Material provided
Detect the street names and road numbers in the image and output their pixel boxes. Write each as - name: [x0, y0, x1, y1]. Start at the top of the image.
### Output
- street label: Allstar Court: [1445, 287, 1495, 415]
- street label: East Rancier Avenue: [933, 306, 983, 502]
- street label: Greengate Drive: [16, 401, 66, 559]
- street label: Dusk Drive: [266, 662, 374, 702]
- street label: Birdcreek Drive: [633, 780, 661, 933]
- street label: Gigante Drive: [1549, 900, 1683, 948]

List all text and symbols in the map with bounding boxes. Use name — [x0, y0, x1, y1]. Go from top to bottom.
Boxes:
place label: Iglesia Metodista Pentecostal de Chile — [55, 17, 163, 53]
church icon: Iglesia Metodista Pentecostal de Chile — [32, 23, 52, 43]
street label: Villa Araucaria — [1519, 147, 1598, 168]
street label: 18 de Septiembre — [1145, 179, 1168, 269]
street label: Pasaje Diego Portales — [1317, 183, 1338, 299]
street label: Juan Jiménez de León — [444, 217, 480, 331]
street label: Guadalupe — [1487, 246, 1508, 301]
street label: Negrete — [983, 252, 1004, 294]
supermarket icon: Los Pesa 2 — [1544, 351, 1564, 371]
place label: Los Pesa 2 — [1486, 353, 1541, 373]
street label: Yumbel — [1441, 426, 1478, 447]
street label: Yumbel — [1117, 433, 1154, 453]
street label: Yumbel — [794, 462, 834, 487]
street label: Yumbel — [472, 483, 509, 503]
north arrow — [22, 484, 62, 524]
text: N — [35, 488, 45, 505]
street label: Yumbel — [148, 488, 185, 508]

Task description
Your answer must be the full listing, restated word for word.

Output of the exercise
Detect the street names and road numbers in the image and output their pixel boxes. Write each as - name: [x0, y0, x1, y1]. Start at the top of the image.
### Output
- street label: Allstar Court: [1445, 287, 1495, 415]
- street label: East Rancier Avenue: [933, 306, 983, 502]
- street label: Greengate Drive: [16, 401, 66, 559]
- street label: Dusk Drive: [266, 662, 374, 702]
- street label: Birdcreek Drive: [633, 780, 661, 933]
- street label: Gigante Drive: [1549, 900, 1683, 948]

List all text and symbols in the map with bounding boxes. Use name — [x0, y0, x1, y1]. Go from top to bottom.
Boxes:
place label: Iglesia Metodista Pentecostal de Chile — [55, 17, 163, 53]
church icon: Iglesia Metodista Pentecostal de Chile — [32, 23, 52, 43]
street label: Villa Araucaria — [1519, 147, 1598, 168]
street label: 18 de Septiembre — [1145, 179, 1168, 269]
street label: Pasaje Diego Portales — [1317, 183, 1338, 299]
street label: Juan Jiménez de León — [444, 217, 480, 331]
street label: Guadalupe — [1487, 246, 1508, 301]
street label: Negrete — [983, 252, 1004, 294]
supermarket icon: Los Pesa 2 — [1544, 351, 1564, 371]
place label: Los Pesa 2 — [1486, 353, 1541, 373]
street label: Yumbel — [1441, 426, 1478, 447]
street label: Yumbel — [1117, 433, 1154, 453]
street label: Yumbel — [794, 462, 834, 487]
street label: Yumbel — [472, 483, 509, 503]
north arrow — [22, 484, 62, 524]
text: N — [35, 488, 45, 505]
street label: Yumbel — [148, 488, 185, 508]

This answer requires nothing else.